**About this task**
Scanning the entries below, copy every line that contains the word "Louisa".

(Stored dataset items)

########################################

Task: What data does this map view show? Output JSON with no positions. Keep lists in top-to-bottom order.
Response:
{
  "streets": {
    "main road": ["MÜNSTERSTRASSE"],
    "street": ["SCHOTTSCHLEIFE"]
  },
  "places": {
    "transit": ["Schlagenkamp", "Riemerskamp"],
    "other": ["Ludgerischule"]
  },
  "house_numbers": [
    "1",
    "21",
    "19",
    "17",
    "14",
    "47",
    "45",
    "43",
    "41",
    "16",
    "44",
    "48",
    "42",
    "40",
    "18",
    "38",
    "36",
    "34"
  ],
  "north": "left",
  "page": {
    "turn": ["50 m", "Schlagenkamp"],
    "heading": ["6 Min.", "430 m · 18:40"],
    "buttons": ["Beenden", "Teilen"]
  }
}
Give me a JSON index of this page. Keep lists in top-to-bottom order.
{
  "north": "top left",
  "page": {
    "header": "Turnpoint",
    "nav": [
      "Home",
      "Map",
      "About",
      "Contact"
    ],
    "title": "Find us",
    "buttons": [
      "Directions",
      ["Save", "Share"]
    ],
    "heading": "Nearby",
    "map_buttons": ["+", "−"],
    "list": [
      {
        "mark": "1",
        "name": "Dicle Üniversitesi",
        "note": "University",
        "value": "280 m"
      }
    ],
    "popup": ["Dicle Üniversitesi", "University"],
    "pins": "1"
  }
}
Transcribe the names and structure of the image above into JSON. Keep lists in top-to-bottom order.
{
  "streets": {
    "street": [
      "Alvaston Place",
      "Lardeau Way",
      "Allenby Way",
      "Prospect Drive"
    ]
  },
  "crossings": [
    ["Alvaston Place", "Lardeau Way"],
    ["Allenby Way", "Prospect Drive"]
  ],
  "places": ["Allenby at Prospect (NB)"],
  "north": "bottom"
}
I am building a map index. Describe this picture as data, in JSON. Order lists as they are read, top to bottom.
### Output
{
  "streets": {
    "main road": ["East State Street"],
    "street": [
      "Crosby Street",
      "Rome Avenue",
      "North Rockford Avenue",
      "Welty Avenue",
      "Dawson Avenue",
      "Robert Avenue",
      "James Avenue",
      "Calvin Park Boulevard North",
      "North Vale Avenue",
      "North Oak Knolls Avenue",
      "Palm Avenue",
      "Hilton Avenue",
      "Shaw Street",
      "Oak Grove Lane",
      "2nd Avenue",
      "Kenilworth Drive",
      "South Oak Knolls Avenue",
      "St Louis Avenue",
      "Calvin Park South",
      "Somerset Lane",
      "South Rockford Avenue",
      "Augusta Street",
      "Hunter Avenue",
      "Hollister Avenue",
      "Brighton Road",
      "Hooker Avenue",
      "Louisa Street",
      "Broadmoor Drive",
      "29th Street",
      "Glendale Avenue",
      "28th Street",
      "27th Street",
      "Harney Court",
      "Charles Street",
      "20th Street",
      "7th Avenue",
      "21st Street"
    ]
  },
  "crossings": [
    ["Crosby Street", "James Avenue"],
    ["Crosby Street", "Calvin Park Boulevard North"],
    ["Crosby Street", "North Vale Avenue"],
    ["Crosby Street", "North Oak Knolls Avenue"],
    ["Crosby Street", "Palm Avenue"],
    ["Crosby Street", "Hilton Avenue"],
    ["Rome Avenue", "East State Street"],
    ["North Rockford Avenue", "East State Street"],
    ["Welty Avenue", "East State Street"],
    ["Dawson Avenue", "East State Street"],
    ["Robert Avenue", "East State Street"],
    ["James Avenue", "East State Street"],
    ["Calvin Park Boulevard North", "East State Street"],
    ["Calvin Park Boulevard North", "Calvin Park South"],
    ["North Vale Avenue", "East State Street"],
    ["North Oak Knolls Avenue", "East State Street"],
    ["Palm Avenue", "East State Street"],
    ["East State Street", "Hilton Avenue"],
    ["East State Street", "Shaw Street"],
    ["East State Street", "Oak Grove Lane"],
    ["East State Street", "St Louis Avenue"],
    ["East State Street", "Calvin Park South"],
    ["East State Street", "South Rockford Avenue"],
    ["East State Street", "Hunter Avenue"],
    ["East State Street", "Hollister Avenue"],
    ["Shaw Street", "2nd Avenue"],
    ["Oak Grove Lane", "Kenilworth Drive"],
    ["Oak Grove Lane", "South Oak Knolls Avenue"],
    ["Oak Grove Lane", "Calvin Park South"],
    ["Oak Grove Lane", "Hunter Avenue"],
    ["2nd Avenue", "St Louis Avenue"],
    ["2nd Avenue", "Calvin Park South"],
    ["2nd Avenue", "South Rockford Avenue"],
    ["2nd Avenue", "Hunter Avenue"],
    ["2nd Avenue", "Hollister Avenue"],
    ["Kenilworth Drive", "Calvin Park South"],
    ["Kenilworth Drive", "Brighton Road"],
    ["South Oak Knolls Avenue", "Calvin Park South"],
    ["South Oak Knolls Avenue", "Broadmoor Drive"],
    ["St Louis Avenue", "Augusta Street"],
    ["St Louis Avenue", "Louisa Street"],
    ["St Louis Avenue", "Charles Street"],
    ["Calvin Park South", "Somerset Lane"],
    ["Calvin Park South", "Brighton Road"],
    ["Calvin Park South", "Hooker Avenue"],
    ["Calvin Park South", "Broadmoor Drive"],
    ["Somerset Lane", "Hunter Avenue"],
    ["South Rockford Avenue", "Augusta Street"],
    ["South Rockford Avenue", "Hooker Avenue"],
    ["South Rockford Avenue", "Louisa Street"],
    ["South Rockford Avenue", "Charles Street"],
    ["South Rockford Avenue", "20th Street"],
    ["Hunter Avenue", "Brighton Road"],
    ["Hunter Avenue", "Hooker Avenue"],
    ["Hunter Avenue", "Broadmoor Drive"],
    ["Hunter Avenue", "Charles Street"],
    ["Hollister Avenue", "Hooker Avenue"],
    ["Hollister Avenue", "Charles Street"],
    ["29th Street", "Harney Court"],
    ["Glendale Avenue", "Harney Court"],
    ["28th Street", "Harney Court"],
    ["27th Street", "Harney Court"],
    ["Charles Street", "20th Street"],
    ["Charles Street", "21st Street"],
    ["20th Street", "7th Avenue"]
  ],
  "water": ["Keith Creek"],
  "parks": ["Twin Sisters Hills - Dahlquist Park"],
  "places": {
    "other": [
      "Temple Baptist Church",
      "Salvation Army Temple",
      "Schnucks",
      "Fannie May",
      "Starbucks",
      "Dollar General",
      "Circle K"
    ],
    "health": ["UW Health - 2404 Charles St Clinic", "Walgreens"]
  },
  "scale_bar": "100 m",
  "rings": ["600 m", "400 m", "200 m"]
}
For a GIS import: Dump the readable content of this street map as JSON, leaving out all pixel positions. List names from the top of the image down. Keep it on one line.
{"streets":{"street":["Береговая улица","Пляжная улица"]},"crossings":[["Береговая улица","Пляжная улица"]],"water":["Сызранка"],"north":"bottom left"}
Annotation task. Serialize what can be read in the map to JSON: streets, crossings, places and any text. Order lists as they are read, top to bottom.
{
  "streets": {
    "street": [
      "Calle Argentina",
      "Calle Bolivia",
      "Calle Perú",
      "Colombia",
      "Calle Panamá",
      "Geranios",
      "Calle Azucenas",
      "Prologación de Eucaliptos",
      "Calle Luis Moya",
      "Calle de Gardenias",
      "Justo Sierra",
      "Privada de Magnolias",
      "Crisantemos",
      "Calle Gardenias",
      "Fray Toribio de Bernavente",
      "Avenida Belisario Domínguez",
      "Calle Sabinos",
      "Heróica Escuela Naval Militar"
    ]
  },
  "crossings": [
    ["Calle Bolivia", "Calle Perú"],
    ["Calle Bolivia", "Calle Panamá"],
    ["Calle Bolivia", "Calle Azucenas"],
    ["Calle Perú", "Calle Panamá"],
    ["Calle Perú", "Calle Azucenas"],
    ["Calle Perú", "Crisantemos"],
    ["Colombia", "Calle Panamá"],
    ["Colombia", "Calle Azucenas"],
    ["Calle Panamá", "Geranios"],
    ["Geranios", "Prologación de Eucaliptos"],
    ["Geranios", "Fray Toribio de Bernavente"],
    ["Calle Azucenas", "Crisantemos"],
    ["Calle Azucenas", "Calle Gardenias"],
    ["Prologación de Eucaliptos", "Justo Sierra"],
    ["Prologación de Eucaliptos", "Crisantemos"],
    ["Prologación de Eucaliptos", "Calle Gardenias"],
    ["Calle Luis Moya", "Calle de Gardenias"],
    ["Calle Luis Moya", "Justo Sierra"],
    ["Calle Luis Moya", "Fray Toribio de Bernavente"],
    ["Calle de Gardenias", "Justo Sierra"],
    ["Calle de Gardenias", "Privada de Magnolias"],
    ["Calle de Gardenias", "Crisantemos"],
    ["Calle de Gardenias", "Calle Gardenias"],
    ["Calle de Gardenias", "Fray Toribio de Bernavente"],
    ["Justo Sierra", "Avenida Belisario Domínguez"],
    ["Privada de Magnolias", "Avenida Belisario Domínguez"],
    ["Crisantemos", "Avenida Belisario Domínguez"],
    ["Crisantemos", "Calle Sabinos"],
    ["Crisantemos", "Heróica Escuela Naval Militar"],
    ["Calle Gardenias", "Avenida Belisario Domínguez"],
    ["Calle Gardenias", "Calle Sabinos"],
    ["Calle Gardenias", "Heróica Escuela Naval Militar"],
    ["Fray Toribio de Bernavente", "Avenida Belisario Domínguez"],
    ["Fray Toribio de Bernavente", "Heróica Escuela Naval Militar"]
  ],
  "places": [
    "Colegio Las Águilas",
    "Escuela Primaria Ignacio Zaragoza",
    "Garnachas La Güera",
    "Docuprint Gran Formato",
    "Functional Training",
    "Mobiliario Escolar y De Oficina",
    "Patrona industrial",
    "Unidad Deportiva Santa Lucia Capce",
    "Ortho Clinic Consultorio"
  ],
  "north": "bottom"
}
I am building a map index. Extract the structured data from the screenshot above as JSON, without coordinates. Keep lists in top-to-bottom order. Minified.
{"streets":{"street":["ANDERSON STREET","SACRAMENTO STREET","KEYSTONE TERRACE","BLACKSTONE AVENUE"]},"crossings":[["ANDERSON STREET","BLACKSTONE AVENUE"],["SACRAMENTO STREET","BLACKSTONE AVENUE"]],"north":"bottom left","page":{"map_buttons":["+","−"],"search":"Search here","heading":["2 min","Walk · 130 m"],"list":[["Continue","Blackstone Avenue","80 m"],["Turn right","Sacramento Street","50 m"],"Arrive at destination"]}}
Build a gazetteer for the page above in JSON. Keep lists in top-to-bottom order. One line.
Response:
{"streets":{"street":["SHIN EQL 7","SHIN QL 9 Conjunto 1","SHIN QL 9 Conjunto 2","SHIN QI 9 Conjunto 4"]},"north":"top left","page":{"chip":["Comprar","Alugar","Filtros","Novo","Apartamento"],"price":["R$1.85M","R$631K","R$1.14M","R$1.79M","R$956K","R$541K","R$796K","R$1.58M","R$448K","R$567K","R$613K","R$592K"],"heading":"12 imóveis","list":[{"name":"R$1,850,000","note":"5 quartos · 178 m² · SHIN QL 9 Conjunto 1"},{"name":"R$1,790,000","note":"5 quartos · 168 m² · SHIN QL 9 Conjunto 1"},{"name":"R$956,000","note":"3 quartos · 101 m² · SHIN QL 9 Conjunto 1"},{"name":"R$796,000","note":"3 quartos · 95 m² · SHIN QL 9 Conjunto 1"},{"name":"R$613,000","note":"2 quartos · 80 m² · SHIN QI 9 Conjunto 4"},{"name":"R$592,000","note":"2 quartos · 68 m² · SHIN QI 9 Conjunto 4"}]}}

########################################

**Problem solution**
      "Louisa Street",
    ["St Louis Avenue", "Louisa Street"],
    ["South Rockford Avenue", "Louisa Street"],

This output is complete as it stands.